Start of Block

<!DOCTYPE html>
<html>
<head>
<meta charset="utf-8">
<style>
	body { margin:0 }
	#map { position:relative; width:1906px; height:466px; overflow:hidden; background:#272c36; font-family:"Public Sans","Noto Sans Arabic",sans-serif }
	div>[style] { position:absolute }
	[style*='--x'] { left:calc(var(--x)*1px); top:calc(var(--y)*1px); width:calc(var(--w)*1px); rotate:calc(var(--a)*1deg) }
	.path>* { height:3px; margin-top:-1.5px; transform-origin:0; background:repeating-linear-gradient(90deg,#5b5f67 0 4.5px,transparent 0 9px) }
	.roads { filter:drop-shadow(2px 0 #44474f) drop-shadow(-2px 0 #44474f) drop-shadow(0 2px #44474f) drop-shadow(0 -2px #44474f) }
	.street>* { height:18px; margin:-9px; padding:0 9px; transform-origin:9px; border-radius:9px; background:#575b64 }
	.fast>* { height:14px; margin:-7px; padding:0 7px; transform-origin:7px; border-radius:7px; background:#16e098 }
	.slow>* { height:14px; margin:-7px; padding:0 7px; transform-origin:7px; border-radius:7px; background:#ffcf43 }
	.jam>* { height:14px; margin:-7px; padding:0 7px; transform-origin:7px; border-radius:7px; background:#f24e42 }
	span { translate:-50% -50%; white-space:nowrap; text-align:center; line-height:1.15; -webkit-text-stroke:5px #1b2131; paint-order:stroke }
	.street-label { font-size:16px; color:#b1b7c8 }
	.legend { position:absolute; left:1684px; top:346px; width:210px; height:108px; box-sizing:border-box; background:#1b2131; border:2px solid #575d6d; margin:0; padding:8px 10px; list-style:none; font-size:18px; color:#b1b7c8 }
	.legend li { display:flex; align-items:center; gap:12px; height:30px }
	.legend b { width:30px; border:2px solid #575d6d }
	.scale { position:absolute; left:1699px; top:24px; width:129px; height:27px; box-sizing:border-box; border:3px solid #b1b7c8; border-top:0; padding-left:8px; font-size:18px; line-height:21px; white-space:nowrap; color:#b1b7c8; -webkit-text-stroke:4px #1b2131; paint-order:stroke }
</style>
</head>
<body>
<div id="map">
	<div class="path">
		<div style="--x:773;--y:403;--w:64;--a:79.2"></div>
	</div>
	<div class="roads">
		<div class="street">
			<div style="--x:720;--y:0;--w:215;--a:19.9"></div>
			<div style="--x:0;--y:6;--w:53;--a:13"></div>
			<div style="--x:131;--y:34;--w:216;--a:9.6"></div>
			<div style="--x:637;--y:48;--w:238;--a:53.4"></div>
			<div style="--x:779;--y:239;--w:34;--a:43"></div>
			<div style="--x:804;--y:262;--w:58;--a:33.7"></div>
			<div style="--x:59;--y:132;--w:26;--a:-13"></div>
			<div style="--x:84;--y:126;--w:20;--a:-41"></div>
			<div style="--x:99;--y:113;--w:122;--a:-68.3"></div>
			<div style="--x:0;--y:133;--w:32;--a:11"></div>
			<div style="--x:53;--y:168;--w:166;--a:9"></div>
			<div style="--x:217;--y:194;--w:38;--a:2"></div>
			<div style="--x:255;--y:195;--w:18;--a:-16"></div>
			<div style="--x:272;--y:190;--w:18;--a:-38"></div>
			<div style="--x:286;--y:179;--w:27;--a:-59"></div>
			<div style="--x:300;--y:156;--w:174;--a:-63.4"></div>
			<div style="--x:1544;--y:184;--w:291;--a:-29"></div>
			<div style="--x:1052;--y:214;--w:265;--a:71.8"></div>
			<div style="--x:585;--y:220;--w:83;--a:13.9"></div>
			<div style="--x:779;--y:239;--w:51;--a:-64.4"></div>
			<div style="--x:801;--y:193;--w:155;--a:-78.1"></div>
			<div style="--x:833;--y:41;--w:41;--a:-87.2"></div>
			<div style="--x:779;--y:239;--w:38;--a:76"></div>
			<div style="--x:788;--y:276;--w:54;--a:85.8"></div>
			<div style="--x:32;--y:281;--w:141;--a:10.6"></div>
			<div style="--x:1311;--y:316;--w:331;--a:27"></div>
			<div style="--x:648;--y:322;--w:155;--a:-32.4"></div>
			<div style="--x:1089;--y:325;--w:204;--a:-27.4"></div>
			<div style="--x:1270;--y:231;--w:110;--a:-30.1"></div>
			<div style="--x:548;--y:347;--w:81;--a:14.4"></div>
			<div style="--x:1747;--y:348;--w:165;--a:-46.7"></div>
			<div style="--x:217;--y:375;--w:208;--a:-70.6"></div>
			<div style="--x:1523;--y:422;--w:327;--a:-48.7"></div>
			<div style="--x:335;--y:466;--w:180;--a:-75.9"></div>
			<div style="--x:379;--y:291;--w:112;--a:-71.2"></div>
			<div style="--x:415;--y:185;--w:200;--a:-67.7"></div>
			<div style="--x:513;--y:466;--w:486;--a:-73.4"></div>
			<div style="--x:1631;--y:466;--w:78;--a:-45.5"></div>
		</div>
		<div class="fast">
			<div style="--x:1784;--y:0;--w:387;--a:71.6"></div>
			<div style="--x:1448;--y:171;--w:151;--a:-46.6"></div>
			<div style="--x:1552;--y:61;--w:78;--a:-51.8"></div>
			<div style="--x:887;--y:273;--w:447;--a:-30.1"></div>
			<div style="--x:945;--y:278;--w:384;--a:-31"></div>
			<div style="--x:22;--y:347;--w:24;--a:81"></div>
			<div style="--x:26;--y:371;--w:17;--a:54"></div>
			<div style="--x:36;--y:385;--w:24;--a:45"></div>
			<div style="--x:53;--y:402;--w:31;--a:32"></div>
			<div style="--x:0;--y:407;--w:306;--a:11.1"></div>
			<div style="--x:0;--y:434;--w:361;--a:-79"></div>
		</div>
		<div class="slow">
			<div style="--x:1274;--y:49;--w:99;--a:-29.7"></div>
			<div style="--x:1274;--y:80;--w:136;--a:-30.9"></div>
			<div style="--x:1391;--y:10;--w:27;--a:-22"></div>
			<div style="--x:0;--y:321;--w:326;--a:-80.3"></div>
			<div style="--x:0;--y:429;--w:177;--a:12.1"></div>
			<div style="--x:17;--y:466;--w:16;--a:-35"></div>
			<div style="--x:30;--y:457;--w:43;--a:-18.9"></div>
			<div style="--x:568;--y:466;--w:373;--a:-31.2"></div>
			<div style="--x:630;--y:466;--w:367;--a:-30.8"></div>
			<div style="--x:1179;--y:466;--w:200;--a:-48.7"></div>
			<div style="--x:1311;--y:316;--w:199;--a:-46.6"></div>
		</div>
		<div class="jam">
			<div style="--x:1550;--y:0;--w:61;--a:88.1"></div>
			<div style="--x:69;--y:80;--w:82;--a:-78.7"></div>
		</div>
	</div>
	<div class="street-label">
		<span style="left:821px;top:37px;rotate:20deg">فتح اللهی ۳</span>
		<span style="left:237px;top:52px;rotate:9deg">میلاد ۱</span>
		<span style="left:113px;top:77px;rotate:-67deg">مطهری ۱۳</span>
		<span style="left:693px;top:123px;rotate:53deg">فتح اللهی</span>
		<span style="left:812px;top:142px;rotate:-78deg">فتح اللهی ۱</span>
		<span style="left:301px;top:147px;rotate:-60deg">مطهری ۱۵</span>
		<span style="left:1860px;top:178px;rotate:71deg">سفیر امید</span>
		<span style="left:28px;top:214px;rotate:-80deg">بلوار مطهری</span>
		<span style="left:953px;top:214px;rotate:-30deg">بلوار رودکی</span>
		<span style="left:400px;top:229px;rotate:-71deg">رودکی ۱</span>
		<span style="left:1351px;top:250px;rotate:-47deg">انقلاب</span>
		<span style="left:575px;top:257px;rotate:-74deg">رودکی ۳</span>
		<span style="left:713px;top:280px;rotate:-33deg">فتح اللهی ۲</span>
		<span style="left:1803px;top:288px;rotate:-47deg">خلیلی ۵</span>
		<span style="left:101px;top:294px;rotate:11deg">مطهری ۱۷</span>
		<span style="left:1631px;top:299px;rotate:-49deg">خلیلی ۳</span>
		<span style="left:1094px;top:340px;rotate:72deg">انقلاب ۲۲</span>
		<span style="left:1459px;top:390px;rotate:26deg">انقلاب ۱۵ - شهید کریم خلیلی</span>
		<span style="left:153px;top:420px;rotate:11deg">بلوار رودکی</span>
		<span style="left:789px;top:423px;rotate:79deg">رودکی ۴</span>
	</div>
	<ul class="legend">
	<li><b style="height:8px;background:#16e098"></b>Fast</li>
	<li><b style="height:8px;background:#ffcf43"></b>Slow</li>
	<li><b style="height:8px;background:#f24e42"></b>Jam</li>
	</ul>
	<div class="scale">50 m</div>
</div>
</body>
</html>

End of Block

The first line of the entries, the line with "height:3px; margin-top:-1.5px; transform-origin:0;", and every line between them should be retyped exactly, and nothing else.

<!DOCTYPE html>
<html>
<head>
<meta charset="utf-8">
<style>
	body { margin:0 }
	#map { position:relative; width:1906px; height:466px; overflow:hidden; background:#272c36; font-family:"Public Sans","Noto Sans Arabic",sans-serif }
	div>[style] { position:absolute }
	[style*='--x'] { left:calc(var(--x)*1px); top:calc(var(--y)*1px); width:calc(var(--w)*1px); rotate:calc(var(--a)*1deg) }
	.path>* { height:3px; margin-top:-1.5px; transform-origin:0; background:repeating-linear-gradient(90deg,#5b5f67 0 4.5px,transparent 0 9px) }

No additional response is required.